___ Exercise input ___
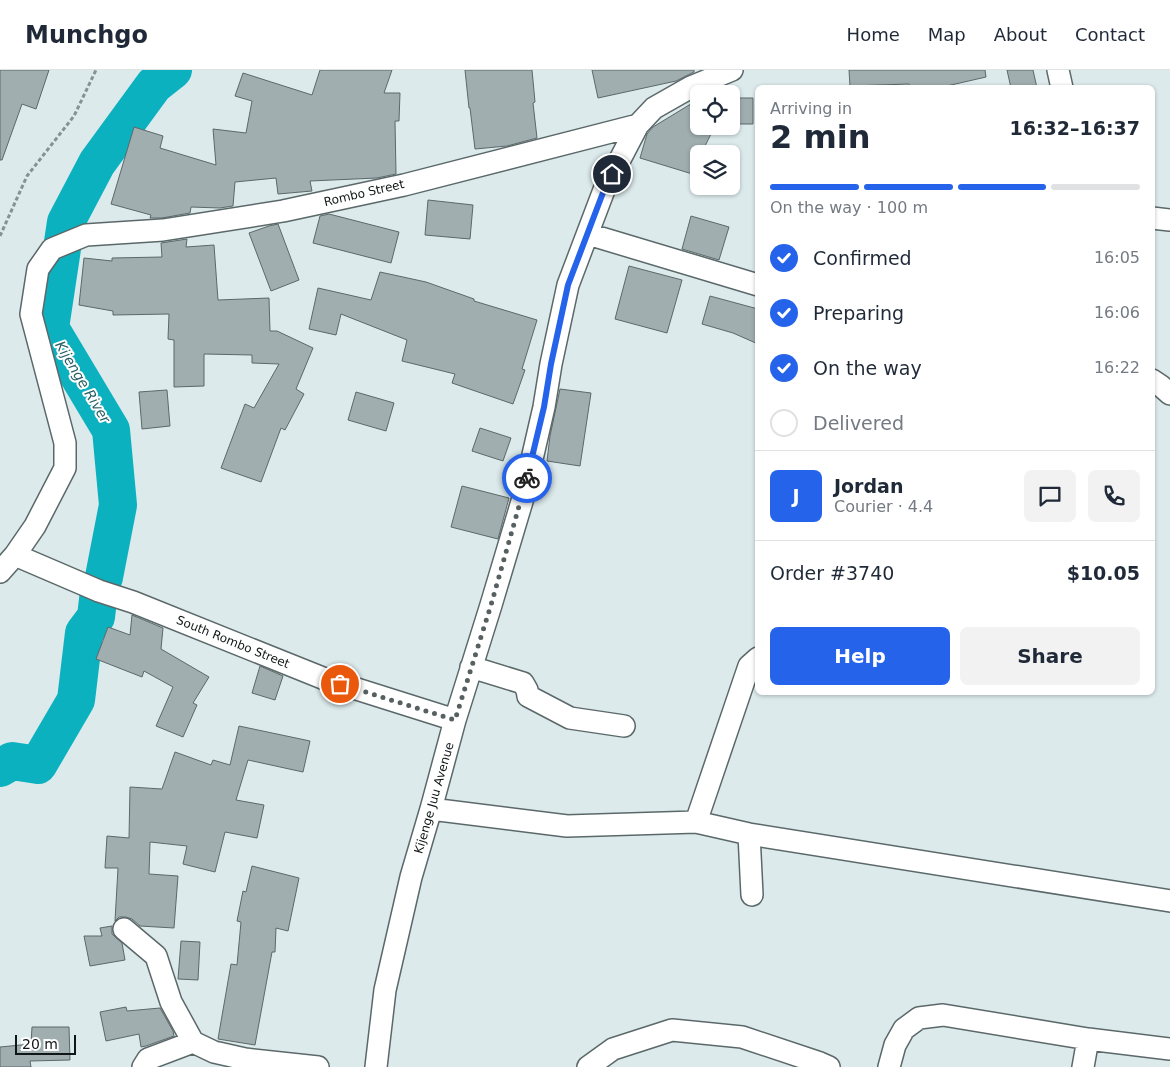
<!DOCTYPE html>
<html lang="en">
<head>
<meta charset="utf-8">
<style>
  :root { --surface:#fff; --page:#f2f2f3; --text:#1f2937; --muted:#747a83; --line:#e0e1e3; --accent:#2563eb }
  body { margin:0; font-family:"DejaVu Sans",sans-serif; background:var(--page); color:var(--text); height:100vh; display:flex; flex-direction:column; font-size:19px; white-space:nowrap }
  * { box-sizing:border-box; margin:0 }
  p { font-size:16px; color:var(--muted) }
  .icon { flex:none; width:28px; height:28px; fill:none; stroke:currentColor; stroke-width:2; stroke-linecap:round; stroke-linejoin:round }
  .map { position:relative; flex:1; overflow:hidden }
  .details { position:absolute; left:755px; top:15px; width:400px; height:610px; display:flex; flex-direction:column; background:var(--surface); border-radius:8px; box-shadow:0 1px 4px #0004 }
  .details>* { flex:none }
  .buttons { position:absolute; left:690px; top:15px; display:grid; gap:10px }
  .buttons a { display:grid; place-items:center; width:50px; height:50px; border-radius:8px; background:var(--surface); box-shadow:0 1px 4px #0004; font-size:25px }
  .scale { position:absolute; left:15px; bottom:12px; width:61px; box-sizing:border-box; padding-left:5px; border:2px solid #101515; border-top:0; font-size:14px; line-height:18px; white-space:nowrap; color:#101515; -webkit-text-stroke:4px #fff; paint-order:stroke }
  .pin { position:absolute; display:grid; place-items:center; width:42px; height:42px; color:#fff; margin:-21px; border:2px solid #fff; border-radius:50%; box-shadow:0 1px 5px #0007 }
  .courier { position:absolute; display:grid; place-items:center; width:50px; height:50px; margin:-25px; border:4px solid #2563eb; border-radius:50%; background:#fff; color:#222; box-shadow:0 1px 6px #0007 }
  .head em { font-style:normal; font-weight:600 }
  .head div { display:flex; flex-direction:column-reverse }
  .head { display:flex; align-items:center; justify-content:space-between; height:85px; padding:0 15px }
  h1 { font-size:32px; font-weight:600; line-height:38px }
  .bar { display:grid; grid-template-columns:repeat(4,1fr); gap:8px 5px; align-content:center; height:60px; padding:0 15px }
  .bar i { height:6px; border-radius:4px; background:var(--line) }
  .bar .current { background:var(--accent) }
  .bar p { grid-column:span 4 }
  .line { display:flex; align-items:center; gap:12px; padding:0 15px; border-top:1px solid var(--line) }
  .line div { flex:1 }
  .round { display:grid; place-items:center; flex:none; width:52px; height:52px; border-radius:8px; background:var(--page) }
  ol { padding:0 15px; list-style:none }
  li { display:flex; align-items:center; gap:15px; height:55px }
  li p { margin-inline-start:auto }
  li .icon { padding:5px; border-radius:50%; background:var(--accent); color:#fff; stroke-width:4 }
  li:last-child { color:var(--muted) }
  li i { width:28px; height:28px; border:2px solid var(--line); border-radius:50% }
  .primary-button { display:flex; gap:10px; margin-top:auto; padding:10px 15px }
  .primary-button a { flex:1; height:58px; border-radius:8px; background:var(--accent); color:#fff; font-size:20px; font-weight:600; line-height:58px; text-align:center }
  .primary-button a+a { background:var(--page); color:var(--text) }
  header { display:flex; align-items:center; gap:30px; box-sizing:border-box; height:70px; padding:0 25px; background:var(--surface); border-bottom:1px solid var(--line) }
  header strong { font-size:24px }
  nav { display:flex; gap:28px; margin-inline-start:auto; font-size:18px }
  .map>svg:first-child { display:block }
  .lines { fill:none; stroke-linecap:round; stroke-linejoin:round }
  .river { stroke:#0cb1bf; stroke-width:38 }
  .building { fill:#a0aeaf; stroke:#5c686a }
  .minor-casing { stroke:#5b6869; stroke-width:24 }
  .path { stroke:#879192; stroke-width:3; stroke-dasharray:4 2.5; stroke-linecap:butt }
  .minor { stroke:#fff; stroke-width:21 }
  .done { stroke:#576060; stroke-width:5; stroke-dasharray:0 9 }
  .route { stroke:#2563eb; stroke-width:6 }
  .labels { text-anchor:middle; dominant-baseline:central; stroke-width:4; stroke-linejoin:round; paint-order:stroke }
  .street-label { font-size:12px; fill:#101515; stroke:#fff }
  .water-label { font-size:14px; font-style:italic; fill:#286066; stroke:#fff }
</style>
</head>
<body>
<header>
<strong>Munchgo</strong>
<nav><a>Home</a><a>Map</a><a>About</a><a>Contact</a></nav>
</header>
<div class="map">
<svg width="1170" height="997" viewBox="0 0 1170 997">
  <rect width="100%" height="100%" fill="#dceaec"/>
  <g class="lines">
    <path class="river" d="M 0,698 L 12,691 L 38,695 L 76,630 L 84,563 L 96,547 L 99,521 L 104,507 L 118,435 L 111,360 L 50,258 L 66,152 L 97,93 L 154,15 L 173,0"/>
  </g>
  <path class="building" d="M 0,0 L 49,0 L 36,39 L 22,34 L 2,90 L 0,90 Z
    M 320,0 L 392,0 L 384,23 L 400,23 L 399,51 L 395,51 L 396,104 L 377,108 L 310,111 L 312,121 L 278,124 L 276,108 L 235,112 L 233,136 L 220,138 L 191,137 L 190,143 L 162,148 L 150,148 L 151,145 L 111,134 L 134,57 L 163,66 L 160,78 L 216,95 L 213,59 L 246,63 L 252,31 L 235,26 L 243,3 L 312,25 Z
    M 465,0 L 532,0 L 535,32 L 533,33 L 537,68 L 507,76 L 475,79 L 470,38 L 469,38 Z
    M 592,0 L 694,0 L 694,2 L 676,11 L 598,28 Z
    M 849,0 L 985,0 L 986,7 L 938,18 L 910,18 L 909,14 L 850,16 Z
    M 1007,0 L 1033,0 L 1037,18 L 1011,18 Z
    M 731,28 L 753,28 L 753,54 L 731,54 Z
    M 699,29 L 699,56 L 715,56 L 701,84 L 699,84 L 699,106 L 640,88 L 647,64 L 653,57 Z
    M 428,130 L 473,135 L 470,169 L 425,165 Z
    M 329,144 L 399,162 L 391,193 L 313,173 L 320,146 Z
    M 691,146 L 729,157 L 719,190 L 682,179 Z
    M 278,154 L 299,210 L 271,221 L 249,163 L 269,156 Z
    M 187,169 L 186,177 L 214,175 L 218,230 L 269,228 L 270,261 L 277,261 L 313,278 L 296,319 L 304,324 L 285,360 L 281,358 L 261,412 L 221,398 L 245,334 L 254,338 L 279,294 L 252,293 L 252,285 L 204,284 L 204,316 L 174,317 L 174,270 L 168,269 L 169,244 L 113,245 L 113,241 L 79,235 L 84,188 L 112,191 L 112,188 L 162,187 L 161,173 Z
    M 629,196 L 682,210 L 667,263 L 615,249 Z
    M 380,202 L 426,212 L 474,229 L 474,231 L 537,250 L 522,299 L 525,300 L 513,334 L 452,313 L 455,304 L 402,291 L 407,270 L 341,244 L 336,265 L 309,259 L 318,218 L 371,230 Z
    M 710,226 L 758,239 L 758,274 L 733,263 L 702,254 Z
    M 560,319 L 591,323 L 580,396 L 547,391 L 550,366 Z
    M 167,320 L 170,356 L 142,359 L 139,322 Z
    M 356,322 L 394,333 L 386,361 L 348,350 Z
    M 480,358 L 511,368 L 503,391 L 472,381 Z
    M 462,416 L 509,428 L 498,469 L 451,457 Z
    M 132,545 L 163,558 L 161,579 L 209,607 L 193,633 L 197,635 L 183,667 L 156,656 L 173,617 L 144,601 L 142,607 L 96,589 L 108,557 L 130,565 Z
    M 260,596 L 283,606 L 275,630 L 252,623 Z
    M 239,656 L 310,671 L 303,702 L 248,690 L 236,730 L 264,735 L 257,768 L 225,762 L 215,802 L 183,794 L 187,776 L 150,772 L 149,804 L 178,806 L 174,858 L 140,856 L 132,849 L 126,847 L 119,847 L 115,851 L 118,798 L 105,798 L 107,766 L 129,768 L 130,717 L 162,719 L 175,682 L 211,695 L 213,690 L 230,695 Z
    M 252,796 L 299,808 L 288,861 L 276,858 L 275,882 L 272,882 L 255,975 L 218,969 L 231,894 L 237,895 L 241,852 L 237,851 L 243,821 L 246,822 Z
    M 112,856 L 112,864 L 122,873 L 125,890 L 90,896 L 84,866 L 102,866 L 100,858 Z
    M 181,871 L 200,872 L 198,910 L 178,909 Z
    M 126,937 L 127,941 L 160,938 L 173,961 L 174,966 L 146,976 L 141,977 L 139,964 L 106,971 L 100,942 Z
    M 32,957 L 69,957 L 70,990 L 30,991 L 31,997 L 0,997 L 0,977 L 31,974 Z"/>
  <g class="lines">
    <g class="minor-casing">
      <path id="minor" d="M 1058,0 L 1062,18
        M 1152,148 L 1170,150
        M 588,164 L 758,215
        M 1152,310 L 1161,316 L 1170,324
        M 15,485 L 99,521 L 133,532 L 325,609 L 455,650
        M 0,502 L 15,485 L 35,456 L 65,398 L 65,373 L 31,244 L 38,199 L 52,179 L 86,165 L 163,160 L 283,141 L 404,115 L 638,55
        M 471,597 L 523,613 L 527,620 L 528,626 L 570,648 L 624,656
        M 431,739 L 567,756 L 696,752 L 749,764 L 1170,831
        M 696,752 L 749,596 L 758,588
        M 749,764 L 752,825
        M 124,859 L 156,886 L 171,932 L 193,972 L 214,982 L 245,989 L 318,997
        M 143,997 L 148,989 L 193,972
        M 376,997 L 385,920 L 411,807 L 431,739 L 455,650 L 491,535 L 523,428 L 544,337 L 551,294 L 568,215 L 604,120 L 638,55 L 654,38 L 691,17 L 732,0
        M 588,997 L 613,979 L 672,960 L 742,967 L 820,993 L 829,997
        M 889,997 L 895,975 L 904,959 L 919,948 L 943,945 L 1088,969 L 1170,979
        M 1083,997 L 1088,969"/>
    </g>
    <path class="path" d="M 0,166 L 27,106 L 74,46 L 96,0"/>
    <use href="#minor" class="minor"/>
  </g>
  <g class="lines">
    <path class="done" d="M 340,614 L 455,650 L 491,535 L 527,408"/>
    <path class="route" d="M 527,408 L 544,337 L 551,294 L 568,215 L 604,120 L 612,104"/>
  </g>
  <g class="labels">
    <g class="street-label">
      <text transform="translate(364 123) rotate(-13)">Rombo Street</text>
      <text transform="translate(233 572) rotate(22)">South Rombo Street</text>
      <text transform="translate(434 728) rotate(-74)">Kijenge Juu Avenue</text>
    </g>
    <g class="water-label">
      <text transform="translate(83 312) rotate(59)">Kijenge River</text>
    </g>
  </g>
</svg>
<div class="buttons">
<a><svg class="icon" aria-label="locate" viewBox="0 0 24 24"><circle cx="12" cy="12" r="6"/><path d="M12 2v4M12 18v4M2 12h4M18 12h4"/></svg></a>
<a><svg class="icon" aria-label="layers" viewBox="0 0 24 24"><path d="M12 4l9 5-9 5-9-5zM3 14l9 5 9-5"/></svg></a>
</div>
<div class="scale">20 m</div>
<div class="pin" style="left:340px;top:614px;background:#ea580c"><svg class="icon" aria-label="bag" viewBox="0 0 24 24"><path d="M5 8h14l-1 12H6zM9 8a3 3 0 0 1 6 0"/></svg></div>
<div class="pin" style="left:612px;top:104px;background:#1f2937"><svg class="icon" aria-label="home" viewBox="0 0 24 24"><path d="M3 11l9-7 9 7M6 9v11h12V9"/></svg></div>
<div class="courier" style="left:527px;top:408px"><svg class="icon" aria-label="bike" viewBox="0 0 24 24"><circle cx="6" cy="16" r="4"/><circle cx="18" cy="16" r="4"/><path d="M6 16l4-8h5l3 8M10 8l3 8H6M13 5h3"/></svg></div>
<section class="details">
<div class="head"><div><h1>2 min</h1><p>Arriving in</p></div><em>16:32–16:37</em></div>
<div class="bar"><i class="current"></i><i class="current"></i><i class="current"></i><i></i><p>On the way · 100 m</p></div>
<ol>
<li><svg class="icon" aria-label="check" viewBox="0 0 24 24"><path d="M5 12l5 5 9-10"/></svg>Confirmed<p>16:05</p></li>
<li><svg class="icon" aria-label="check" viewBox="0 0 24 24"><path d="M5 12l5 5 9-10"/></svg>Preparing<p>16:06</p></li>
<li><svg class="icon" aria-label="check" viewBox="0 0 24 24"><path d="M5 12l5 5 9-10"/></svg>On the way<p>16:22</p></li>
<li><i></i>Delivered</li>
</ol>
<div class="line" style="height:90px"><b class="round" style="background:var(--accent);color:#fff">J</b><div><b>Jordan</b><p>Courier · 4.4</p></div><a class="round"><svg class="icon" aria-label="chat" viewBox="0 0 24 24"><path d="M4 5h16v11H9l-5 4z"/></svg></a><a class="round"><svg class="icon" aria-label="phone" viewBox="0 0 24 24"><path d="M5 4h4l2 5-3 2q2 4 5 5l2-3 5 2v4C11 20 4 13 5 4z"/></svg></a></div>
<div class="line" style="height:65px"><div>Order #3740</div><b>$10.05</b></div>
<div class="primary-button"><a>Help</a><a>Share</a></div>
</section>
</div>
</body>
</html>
___
# Work item
The lines running from the beginning of the listing above through the line that holds "position:absolute; left:15px; bottom:12px;" are to be duplicated exactly, both ends kept, pictures omitted.

# Result for this task
<!DOCTYPE html>
<html lang="en">
<head>
<meta charset="utf-8">
<style>
  :root { --surface:#fff; --page:#f2f2f3; --text:#1f2937; --muted:#747a83; --line:#e0e1e3; --accent:#2563eb }
  body { margin:0; font-family:"DejaVu Sans",sans-serif; background:var(--page); color:var(--text); height:100vh; display:flex; flex-direction:column; font-size:19px; white-space:nowrap }
  * { box-sizing:border-box; margin:0 }
  p { font-size:16px; color:var(--muted) }
  .icon { flex:none; width:28px; height:28px; fill:none; stroke:currentColor; stroke-width:2; stroke-linecap:round; stroke-linejoin:round }
  .map { position:relative; flex:1; overflow:hidden }
  .details { position:absolute; left:755px; top:15px; width:400px; height:610px; display:flex; flex-direction:column; background:var(--surface); border-radius:8px; box-shadow:0 1px 4px #0004 }
  .details>* { flex:none }
  .buttons { position:absolute; left:690px; top:15px; display:grid; gap:10px }
  .buttons a { display:grid; place-items:center; width:50px; height:50px; border-radius:8px; background:var(--surface); box-shadow:0 1px 4px #0004; font-size:25px }
  .scale { position:absolute; left:15px; bottom:12px; width:61px; box-sizing:border-box; padding-left:5px; border:2px solid #101515; border-top:0; font-size:14px; line-height:18px; white-space:nowrap; color:#101515; -webkit-text-stroke:4px #fff; paint-order:stroke }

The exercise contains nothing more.